◆ **Work to complete**: Filter the data for lines with the word "stream", then copy every line so identified.

Dataset entries

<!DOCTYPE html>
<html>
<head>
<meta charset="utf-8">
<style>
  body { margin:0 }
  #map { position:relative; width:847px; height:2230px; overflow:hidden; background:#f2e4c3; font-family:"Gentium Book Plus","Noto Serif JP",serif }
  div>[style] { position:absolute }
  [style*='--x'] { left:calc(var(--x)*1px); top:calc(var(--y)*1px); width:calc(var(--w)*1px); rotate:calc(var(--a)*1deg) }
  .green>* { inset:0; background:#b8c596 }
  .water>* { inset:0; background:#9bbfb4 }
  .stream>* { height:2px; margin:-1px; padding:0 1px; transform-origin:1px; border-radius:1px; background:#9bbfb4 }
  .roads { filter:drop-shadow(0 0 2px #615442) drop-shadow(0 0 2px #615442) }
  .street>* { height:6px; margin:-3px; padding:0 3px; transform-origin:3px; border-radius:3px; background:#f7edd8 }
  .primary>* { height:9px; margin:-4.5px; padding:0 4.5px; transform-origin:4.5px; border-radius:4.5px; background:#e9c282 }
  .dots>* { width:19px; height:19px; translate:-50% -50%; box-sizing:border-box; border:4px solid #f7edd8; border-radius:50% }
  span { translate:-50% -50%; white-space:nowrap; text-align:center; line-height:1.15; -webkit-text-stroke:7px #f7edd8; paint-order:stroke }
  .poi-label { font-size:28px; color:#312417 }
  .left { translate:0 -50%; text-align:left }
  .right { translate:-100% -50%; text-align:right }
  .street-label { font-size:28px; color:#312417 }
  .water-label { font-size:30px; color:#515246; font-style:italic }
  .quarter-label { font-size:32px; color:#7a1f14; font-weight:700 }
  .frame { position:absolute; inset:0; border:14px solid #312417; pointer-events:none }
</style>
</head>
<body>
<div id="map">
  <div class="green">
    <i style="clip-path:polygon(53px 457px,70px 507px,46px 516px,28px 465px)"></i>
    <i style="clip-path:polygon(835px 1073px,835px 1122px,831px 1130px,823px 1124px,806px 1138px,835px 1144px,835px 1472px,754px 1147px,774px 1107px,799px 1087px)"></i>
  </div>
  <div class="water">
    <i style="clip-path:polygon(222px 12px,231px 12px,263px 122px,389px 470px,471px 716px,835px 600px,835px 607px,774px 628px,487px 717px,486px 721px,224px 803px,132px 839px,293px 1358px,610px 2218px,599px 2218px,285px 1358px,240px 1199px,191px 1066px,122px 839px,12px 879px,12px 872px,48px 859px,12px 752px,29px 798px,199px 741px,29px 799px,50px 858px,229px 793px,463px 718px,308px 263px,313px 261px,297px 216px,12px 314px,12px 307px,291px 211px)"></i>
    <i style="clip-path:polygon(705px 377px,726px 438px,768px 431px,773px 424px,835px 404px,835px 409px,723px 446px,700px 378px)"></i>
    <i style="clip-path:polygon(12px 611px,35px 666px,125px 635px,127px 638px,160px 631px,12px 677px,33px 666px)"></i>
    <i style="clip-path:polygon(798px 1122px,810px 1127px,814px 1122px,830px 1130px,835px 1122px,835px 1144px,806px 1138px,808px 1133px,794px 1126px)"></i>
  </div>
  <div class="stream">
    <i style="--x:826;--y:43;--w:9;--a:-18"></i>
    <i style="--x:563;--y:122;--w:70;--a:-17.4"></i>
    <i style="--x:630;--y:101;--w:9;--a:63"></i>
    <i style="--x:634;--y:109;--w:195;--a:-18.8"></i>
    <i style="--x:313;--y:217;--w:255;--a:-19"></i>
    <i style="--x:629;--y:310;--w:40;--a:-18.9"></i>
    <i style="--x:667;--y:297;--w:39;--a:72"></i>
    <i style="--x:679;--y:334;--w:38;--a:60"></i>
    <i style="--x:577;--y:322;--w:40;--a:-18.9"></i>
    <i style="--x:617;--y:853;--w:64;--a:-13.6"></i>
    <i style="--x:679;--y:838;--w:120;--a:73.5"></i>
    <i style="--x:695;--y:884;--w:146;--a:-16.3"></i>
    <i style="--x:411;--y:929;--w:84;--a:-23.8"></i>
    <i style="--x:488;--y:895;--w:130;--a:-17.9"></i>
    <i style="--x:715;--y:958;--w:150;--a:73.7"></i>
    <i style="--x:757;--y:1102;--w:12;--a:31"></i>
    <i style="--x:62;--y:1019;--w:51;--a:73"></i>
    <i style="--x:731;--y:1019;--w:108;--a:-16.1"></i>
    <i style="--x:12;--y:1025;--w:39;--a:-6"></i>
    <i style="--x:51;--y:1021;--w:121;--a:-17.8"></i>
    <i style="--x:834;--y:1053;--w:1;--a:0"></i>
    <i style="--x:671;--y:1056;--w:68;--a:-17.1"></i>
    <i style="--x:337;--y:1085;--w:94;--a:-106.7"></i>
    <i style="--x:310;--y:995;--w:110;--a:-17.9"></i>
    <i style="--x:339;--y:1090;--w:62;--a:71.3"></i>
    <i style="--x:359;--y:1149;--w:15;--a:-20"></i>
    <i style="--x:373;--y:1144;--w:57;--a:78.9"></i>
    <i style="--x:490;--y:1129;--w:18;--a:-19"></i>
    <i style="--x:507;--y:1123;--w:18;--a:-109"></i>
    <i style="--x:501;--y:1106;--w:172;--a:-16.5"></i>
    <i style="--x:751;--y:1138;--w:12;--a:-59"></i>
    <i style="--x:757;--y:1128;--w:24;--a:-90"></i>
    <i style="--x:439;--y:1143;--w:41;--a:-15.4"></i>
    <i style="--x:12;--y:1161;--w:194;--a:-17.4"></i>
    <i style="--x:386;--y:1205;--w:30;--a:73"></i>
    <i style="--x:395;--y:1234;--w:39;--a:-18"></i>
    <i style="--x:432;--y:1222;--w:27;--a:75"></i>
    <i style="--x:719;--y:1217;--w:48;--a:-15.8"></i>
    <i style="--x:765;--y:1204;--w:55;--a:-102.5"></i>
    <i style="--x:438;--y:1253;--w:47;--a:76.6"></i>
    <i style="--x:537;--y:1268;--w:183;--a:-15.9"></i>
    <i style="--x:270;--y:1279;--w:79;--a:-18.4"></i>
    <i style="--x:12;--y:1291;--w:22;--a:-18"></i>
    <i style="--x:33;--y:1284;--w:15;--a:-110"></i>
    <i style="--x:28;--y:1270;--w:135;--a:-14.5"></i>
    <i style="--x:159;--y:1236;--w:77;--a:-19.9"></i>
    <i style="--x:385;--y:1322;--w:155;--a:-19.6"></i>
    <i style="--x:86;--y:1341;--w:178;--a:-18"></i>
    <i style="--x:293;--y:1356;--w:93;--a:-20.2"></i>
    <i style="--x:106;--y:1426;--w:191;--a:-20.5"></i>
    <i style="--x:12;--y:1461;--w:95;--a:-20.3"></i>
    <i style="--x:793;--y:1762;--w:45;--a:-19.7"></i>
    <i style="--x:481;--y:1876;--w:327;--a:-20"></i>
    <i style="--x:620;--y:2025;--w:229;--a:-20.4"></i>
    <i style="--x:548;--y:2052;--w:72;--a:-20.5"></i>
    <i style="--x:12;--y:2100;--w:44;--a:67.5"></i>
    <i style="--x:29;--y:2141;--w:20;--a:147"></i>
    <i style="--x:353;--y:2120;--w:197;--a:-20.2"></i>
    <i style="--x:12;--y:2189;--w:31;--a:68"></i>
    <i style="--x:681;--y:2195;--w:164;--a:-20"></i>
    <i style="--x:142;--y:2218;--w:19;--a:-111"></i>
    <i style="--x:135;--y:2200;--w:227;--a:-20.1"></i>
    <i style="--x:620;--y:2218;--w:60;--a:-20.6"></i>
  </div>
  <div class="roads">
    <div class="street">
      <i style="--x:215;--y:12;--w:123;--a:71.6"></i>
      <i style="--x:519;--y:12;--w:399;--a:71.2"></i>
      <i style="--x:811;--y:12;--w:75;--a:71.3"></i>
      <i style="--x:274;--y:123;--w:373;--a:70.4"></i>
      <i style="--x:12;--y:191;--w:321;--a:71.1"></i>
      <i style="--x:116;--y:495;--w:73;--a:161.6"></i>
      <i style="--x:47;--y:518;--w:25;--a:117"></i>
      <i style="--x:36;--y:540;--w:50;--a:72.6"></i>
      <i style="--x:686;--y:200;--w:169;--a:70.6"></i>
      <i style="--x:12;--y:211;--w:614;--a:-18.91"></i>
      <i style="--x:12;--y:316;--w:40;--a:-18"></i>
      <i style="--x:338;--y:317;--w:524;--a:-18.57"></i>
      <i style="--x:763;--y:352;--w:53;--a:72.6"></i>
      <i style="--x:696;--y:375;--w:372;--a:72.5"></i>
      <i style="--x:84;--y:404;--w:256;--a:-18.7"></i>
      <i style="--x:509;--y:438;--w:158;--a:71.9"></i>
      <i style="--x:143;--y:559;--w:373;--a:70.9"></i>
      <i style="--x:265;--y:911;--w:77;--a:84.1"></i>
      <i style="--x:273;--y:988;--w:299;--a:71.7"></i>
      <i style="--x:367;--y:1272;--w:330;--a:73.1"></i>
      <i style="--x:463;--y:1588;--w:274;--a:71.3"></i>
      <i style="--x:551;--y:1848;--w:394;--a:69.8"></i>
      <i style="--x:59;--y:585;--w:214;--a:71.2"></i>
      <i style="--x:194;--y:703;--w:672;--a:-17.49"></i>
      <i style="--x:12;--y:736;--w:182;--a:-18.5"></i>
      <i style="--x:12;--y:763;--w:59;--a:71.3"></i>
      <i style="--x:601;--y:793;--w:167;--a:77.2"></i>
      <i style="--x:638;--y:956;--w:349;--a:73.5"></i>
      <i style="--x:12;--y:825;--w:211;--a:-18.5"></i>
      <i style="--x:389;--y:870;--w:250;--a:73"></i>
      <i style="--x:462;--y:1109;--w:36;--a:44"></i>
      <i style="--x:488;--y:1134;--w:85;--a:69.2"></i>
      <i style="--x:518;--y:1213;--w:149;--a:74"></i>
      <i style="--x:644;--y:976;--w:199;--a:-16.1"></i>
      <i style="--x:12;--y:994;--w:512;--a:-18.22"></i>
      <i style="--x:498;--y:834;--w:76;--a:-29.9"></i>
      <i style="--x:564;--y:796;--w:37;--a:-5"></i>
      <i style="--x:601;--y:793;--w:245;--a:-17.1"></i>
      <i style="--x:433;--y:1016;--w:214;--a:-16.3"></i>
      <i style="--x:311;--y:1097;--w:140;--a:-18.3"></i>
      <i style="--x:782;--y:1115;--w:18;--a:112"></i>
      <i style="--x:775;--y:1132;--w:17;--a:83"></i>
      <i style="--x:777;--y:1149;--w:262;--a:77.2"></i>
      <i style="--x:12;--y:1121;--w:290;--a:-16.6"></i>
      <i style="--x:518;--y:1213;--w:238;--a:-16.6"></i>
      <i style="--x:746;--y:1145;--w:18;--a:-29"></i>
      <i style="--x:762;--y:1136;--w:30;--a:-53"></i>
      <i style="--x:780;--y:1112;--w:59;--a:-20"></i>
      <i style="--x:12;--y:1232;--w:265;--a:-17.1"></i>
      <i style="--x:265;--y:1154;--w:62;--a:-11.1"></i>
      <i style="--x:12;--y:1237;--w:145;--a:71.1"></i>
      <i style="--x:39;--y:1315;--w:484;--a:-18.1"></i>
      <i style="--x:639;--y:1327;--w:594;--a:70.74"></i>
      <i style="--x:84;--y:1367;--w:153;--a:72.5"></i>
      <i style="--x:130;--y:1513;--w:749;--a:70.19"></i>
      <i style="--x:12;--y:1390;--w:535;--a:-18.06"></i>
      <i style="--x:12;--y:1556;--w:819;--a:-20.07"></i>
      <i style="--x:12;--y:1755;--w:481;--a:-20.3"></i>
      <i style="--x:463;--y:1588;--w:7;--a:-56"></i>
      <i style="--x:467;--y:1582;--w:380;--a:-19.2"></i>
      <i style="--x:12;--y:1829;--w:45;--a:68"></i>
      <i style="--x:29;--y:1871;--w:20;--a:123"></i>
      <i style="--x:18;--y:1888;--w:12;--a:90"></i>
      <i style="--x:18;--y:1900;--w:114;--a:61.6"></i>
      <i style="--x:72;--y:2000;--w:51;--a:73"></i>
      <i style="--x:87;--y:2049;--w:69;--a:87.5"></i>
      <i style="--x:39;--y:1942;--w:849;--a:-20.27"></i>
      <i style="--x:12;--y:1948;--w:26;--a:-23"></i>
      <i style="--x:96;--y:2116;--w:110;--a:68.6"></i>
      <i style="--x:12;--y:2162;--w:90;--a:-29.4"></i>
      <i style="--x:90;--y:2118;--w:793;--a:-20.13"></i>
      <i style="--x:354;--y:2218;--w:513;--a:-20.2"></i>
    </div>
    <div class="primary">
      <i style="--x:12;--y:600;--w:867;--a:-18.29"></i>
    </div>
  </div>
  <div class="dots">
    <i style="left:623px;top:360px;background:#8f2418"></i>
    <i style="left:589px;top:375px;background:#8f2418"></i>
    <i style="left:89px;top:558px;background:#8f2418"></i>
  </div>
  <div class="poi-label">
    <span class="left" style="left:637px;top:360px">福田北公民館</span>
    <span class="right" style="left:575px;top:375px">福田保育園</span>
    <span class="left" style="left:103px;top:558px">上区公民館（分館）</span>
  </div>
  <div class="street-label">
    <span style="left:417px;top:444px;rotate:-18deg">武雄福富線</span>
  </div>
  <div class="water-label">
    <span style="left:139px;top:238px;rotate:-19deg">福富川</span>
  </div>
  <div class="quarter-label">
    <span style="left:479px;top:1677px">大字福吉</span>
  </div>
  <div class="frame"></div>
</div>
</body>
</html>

◆ **Task answer**:
  .stream>* { height:2px; margin:-1px; padding:0 1px; transform-origin:1px; border-radius:1px; background:#9bbfb4 }
  <div class="stream">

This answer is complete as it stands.